Department of Aquatic Bioscience, Graduate School of Agriculture and Life Sciences, The University of Tokyo, Bunkyo, Tokyo, 113-8657, Japan.
School of Biomedical Engineering, Faculty of Applied Science and Faculty of Medicine, The University of British Columbia, Vancouver, BC, V6T 1Z3, Canada.
Mar Biotechnol (NY). 2022 Oct;24(5):895-910. doi: 10.1007/s10126-022-10153-9. Epub 2022 Sep 5.
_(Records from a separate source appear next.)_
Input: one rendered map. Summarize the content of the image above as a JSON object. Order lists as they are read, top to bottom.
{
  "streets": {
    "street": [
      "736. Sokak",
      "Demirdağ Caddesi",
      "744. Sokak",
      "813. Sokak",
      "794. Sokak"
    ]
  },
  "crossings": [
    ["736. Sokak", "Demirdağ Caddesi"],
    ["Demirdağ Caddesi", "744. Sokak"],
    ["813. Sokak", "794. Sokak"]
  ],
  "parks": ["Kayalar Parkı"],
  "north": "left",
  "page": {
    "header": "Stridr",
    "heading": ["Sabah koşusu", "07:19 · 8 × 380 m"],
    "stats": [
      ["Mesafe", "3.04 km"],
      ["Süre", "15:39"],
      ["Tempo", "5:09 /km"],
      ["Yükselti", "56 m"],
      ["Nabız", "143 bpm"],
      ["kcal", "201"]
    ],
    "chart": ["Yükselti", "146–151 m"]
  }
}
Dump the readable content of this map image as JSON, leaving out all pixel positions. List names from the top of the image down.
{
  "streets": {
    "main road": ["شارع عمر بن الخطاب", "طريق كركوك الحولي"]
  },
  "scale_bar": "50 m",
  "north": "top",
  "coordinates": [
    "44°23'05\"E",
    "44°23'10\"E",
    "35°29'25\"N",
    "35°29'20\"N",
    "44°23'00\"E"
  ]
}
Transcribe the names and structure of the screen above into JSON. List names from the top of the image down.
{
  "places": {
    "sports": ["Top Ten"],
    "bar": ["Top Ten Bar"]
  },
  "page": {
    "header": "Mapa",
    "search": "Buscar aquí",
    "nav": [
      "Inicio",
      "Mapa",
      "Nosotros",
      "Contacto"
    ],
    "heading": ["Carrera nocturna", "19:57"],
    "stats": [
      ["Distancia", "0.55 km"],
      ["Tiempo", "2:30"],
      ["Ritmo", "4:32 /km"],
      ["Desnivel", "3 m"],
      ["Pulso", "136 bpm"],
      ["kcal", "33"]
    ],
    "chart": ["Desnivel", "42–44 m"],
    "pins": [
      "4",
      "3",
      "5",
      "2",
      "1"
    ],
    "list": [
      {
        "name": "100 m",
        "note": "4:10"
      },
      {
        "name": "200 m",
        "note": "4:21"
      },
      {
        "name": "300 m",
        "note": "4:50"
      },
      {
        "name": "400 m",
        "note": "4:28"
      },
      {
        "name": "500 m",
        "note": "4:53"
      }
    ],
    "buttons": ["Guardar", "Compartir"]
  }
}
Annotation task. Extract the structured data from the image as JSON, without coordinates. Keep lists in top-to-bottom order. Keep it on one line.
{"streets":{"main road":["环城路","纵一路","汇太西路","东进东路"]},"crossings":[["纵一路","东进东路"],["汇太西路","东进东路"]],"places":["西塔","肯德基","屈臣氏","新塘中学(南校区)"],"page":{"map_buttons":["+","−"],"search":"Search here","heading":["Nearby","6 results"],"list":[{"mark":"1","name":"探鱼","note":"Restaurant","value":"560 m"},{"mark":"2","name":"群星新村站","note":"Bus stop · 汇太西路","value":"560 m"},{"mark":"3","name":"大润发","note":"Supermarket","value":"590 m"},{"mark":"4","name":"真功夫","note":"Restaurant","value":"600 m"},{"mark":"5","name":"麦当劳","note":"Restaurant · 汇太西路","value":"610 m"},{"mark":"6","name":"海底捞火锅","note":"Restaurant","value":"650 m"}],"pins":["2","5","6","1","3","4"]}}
Most mammals, including humans, show obvious aging phenotypes, for example, loss of tissue plasticity and sarcopenia. In this regard, fish can be attractive models to study senescence because of their unique aging characteristics. The lifespan of fish varies widely, and several species can live for over 200 years. Moreover, some fish show anti-aging features and indeterminate growth throughout their life. Therefore, exploring the aging mechanism in fish could provide new insights into vertebrate aging. To this end, we conducted RNA sequencing (RNA-seq) assays for various organs and growth stages of zebrafish and compared the data with previously published RNA-seq data of rats. Age-associated differentially expressed genes (DEGs) for all zebrafish tissue samples reveal the upregulation of circadian genes and downregulation of hmgb3a. On one hand, a comparative analysis of DEG profiles associated with aging between zebrafish and rats identifies upregulation of circadian genes and downregulation of collagen genes as conserved transcriptome changes. On the other hand, in zebrafish, upregulation of autophagy-related genes in muscles and AP-1 transcription factor genes in various tissues is observed, which may imply fish-specific anti-aging characteristics. Consistent with our knowledge of mammalian aging, DEG profiles related to tissue senescence are observed in rats. We also detect age-associated downregulation of muscle homeostasis and differentiation-related genes in zebrafish gills, indicating a fish-specific senescence phenotype. Our results indicate both common and different aging profiles between fish and mammals, which could be used for future translational research.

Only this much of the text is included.